Leadership is Not a Beauty Contest

Harvard study: “Leadership is not a beauty contest. Doers do.” A good future leader has scientific precursors, and “the desire to be in charge” does not correlate with future effectiveness and leadership.

“We can be scientific and analytical about selecting managers — and management is not a squishy thing that we can never get our arms around.”

It’s not about personality traits. “What matters is the ability to make decisions about the allocation of resources under time constraints; how to organize and motivate the members of your team to produce the most output. The lesson for me is that it’s a crutch to use personality traits and preferences to predict performance because they’re not that closely related to the performance you’re interested in.”

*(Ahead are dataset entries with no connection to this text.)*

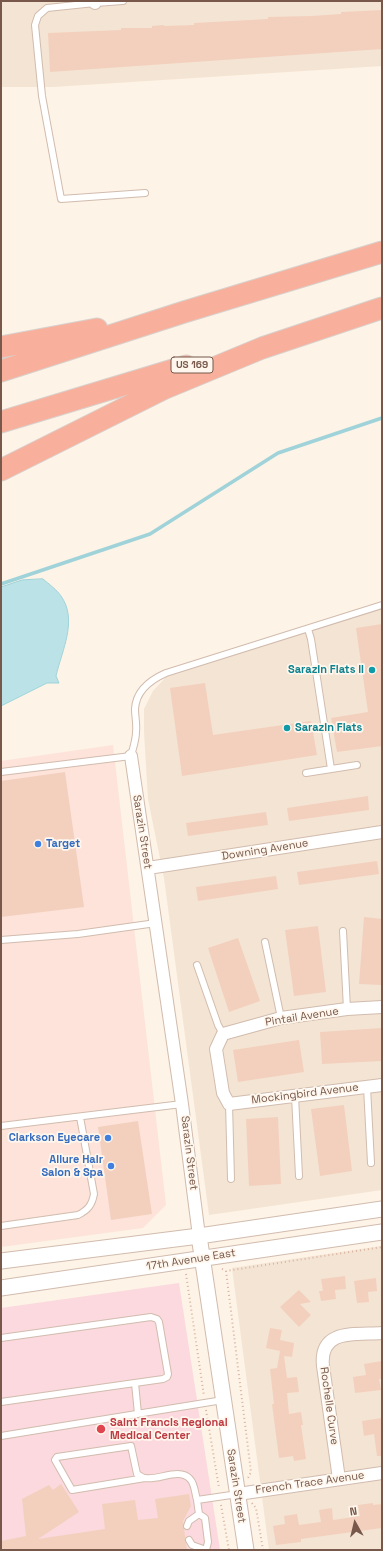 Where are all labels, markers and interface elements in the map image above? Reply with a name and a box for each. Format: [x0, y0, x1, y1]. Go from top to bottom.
road number: US 169 [171, 357, 213, 373]
place label: Sarazin Flats II [288, 663, 364, 677]
marker: Sarazin Flats II [367, 665, 377, 675]
place label: Sarazin Flats [295, 721, 362, 735]
marker: Sarazin Flats [282, 723, 292, 733]
street label: Sarazin Street [130, 794, 154, 870]
place label: Target [46, 837, 80, 851]
street label: Downing Avenue [221, 837, 309, 863]
marker: Target [33, 839, 43, 849]
street label: Pintail Avenue [264, 1005, 340, 1029]
street label: Mockingbird Avenue [251, 1081, 359, 1107]
street label: Sarazin Street [178, 1115, 200, 1191]
place label: Clarkson Eyecare [9, 1131, 100, 1145]
marker: Clarkson Eyecare [103, 1133, 113, 1143]
place label: Allure Hair Salon & Spa [41, 1153, 103, 1179]
marker: Allure Hair Salon & Spa [106, 1161, 116, 1171]
street label: 17th Avenue East [145, 1246, 237, 1274]
street label: Rochelle Curve [317, 1366, 341, 1446]
place label: Saint Francis Regional Medical Center [110, 1416, 228, 1442]
marker: Saint Francis Regional Medical Center [95, 1423, 107, 1435]
street label: Sarazin Street [224, 1448, 248, 1524]
street label: French Trace Avenue [255, 1469, 365, 1497]
north arrow [335, 1503, 375, 1543]
text: N [349, 1504, 358, 1519] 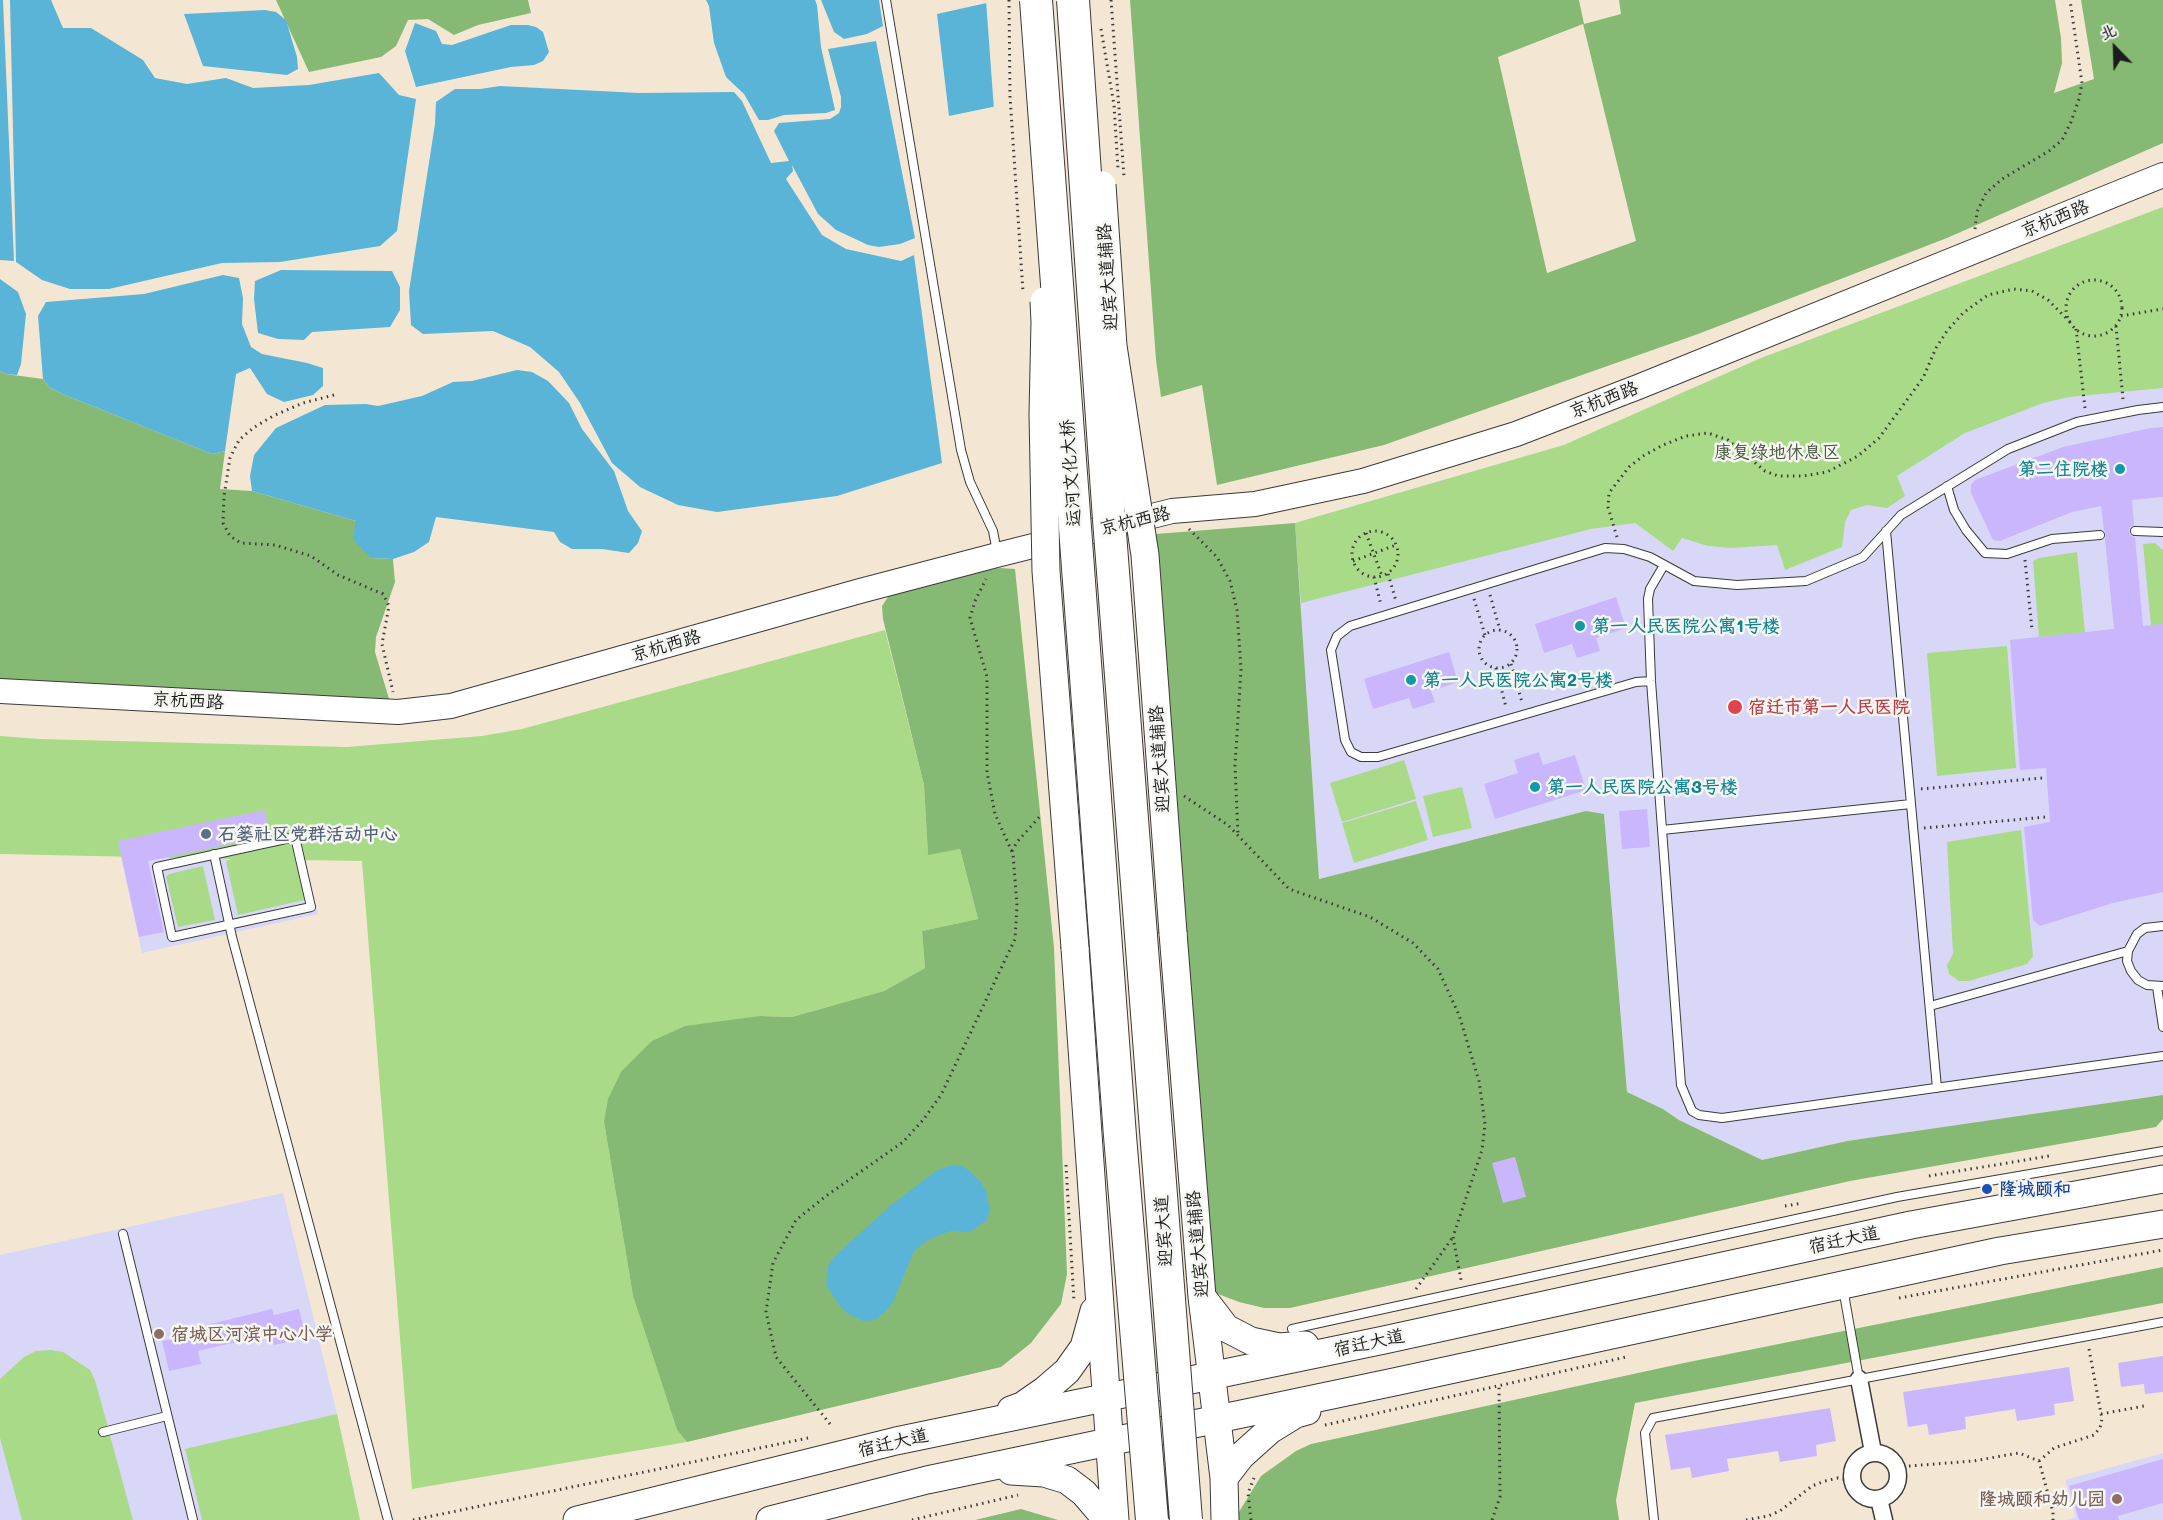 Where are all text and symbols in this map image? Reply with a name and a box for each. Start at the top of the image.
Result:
north arrow [2085,18,2145,78]
text: 北 [2096,18,2119,44]
street label: 京杭西路 [2018,196,2092,242]
street label: 迎宾大道辅路 [1093,222,1123,332]
street label: 京杭西路 [1567,377,1641,423]
street label: 运河文化大桥 [1056,418,1086,528]
park label: 康复绿地休息区 [1714,441,1840,463]
place label: 第二住院楼 [2018,458,2108,480]
marker: 第二住院楼 [2113,462,2127,476]
street label: 京杭西路 [1097,502,1173,540]
place label: 第一人民医院公寓1号楼 [1592,615,1780,637]
marker: 第一人民医院公寓1号楼 [1573,619,1587,633]
street label: 京杭西路 [628,626,704,666]
place label: 第一人民医院公寓2号楼 [1423,669,1613,691]
marker: 第一人民医院公寓2号楼 [1404,673,1418,687]
street label: 京杭西路 [151,688,225,714]
place label: 宿迁市第一人民医院 [1748,696,1910,718]
marker: 宿迁市第一人民医院 [1726,698,1744,716]
street label: 迎宾大道辅路 [1145,704,1175,814]
place label: 第一人民医院公寓3号楼 [1547,776,1738,798]
marker: 第一人民医院公寓3号楼 [1528,780,1542,794]
place label: 石篓社区党群活动中心 [218,823,398,845]
marker: 石篓社区党群活动中心 [199,827,213,841]
place label: 隆城颐和 [1999,1178,2071,1200]
marker: 隆城颐和 [1980,1182,1994,1196]
street label: 迎宾大道辅路 [1183,1189,1213,1299]
street label: 迎宾大道 [1151,1194,1177,1268]
street label: 宿迁大道 [1807,1222,1881,1258]
place label: 宿城区河滨中心小学 [171,1323,333,1345]
street label: 宿迁大道 [1332,1325,1406,1361]
marker: 宿城区河滨中心小学 [152,1327,166,1341]
street label: 宿迁大道 [855,1424,931,1462]
place label: 隆城颐和幼儿园 [1979,1488,2105,1510]
marker: 隆城颐和幼儿园 [2110,1492,2124,1506]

A predictor of future leadership is current ability and demonstration of making things happen, not just “talking” about them. “It has nothing to do with how a person looks, how they speak, or what their preferences or personality traits are. None of those things are predictive. There are only two things that are: One is IQ as measured by the Raven’s Progressive Matrices test, which measures general and fluid intelligence, spatial reasoning, problem-solving, etc. But the one that’s more interesting to me is a measure of what we call economic-decision-making skill, or the ability to allocate resources effectively.”

“Characteristics such as age, gender, education, SAT scores, college major don’t do a very good job of predicting who’s going to be a good teacher, for example. Yet if I put you in the classroom for a little bit of time and I see how much you improve student learning, that is a very good predictor, because it’s very closely related to the thing you ask people to do. If you want to know who’s going to be a good manager, make them manage. Don’t just rely on personality characteristics, or whether they raise their hand to say, “I want to do it.”

“Leadership is not beauty contest. Doers do.”